## Exercise description
Check each line below for "stream" and say how many have it, with no other words.

** Opening Dataset records block **

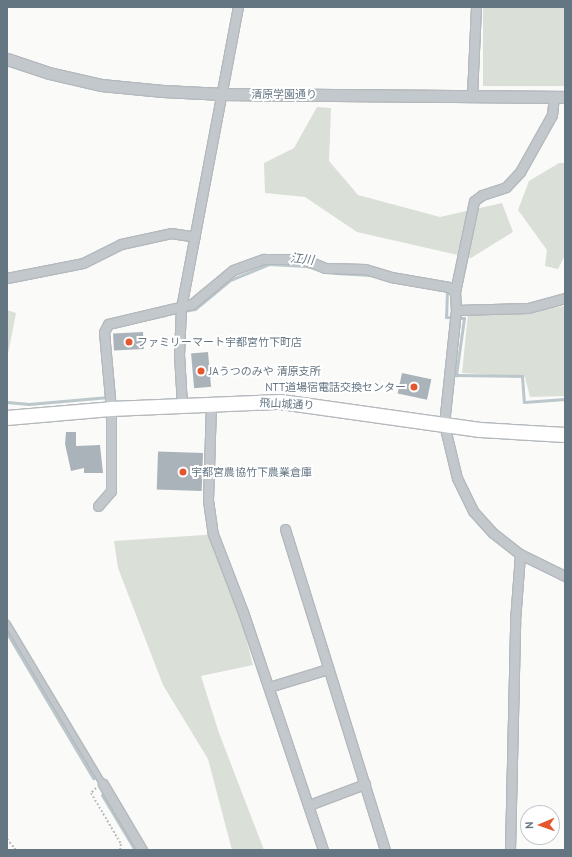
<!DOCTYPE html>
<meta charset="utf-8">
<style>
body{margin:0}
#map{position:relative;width:572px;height:857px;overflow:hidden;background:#fafaf8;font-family:"PT Sans","Noto Sans JP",sans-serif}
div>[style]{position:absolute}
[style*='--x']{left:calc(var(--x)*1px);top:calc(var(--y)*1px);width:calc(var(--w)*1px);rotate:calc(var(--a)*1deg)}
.green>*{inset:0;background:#dadfd7;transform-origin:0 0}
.stream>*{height:3px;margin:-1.5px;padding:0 1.5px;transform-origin:1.5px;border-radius:1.5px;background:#bbc7cb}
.building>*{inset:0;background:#aab3b9;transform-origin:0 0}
.path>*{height:2px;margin-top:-1px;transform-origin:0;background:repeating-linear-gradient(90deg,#bbbfc2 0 2px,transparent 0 4px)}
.roads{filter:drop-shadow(1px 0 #b4b9bd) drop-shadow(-1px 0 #b4b9bd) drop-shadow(0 1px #b4b9bd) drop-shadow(0 -1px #b4b9bd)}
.service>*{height:4.5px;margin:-2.25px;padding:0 2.25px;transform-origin:2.25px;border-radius:2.25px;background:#c3c8cc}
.minor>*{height:9px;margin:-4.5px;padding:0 4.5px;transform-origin:4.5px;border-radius:4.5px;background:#c3c8cc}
.tertiary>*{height:11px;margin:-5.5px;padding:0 5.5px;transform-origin:5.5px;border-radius:5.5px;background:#c3c8cc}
.trunk>*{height:14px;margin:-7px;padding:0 7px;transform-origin:7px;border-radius:7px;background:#fff}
.dots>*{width:11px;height:11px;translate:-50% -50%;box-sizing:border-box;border:2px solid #fff;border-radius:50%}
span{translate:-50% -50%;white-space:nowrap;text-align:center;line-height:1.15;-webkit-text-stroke:4px #fff;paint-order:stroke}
.street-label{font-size:11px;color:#657683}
.poi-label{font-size:11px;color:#657683}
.left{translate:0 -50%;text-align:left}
.right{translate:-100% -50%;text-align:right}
.water-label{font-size:12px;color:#60757c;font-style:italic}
.frame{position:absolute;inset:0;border:8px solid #657683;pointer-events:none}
.north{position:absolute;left:520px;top:805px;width:40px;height:40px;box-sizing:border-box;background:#fff;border:1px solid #c1c8cd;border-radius:50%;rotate:268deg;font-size:11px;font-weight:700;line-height:16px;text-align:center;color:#657683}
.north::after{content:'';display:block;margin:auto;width:14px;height:18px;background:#e4572e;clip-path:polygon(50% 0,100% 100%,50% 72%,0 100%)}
</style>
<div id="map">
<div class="green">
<i style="left:483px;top:7px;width:82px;height:79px"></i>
<i style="clip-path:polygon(317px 107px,331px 108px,329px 161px,358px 195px,440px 217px,502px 203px,513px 232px,471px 258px,357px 232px,305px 197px,265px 193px,264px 163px,294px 148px)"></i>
<i style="clip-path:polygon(559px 163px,565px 163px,565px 255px,558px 269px,545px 266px,547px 250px,518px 210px,529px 181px)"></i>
<i style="clip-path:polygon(565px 306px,565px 396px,530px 397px,525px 377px,462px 373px,468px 314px,527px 312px)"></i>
<i style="clip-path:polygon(7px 310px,16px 313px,7px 359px)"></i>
<i style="clip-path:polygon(219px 534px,253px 665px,201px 676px,219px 733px,264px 850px,232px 850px,208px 759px,163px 685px,118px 568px,114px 541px)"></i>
</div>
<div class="stream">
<i style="--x:335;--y:273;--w:36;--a:3"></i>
<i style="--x:445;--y:291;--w:2;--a:0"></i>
<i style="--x:447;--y:291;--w:26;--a:92"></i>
<i style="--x:446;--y:317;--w:18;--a:3"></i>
<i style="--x:464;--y:318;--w:58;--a:98"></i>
<i style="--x:456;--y:375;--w:66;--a:0.9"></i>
<i style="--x:522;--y:376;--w:26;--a:86"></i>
<i style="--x:524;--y:402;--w:41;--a:-4.2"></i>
<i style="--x:172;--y:313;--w:23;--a:-10"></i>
<i style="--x:195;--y:309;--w:45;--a:-39.6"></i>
<i style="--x:230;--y:280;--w:42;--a:-22.3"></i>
<i style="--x:269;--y:264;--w:37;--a:3"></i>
<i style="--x:306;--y:266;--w:12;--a:14"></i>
<i style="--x:137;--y:321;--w:29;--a:-12"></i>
<i style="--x:7;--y:402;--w:22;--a:5"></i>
<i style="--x:29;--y:404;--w:80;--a:-5"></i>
<i style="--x:7;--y:633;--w:169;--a:59.3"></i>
<i style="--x:102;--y:795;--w:64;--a:59"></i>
</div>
<div class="building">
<i style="left:143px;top:332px;width:17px;height:30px;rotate:87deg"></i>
<i style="left:208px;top:352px;width:35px;height:17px;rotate:85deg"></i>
<i style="left:402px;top:373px;width:30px;height:21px;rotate:12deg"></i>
<i style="clip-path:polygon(66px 432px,76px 432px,76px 446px,100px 445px,103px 473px,84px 473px,84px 468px,71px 471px,65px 444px)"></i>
<i style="left:203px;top:453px;width:38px;height:45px;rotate:92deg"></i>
</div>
<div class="path">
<i style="--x:96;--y:788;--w:7;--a:135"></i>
<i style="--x:91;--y:793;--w:59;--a:59.5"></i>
<i style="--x:121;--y:844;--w:6;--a:99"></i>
<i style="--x:7;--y:839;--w:14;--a:51"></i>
</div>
<div class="roads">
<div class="service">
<i style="--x:7;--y:623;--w:187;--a:59.2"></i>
</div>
<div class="minor">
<i style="--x:472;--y:95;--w:88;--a:-87.4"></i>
<i style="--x:7;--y:278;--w:77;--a:-11.2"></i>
<i style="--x:83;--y:263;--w:42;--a:-26.6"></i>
<i style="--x:121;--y:244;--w:51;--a:-12.4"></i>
<i style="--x:171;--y:233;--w:24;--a:9"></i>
<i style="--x:455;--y:292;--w:93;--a:-78.2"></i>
<i style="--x:474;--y:201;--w:10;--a:-37"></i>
<i style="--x:482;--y:195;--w:25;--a:-18"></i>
<i style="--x:506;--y:187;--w:21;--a:-47"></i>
<i style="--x:520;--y:172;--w:65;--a:-60.7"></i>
<i style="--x:552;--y:115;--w:18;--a:-84"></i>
<i style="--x:456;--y:310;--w:72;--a:-1.6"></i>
<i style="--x:528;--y:308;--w:38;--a:-15"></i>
<i style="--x:211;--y:404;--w:96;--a:91.8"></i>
<i style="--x:208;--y:500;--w:34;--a:82"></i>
<i style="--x:213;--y:534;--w:84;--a:69"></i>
<i style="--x:243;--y:612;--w:251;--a:71.4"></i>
<i style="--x:182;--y:405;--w:50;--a:-93.4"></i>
<i style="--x:179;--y:355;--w:47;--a:-87.6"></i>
<i style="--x:181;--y:308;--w:306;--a:-79.3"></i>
<i style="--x:98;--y:506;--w:20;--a:-49"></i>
<i style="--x:111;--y:491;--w:82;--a:-90"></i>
<i style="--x:111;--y:409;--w:77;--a:-95.2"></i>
<i style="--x:104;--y:332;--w:9;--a:-63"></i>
<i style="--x:108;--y:324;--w:86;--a:-13.4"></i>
<i style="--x:192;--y:304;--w:53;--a:-39.7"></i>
<i style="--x:233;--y:270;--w:33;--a:-20"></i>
<i style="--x:264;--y:259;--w:39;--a:0"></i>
<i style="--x:303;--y:259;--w:24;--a:22"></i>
<i style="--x:325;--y:268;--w:40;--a:1.4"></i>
<i style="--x:365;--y:269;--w:27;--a:17"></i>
<i style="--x:391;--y:277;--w:59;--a:9.8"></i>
<i style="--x:449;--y:287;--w:8;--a:40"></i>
<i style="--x:455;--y:292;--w:18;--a:87"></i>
<i style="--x:456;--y:310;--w:115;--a:96"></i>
<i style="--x:444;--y:424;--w:56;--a:76.5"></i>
<i style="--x:457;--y:478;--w:37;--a:64"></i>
<i style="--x:473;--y:511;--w:30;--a:48"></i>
<i style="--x:493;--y:533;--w:34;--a:38"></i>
<i style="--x:520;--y:554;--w:50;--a:26.1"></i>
<i style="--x:285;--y:529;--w:336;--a:72.7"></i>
<i style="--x:269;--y:687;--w:62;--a:-17"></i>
<i style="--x:103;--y:784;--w:77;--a:59.4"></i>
<i style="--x:309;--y:805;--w:60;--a:-20.6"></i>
<i style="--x:510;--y:850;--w:229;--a:-88.7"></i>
<i style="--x:515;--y:621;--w:67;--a:-85.7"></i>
</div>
<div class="tertiary">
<i style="--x:7;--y:59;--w:44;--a:18.4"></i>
<i style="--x:49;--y:73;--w:53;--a:13"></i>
<i style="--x:101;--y:85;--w:62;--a:5.5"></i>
<i style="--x:163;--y:91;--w:60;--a:2.9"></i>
<i style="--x:223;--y:94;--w:342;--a:0.5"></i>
</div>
<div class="trunk">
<i style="--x:7;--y:418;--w:104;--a:-4.9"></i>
<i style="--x:111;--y:409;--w:170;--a:-2.4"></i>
<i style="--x:281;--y:402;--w:201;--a:8"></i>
<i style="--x:480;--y:430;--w:85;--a:3.4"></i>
</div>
</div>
<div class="dots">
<i style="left:129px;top:342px;background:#e4572e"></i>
<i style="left:201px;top:371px;background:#e4572e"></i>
<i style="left:414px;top:387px;background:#e4572e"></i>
<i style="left:183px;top:472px;background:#e4572e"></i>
</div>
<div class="street-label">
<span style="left:284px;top:94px">清原学園通り</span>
<span style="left:287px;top:404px;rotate:3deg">飛山城通り</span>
</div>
<div class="poi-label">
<span class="left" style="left:137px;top:342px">ファミリーマート宇都宮竹下町店</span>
<span class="left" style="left:209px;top:371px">JAうつのみや 清原支所</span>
<span class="right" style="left:406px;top:387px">NTT道場宿電話交換センター</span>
<span class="left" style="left:191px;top:472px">宇都宮農協竹下農業倉庫</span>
</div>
<div class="water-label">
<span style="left:302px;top:259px;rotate:6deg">江川</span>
</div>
<div class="frame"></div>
<div class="north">N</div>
</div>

** Closing Dataset records block **

## Solution to the problem
2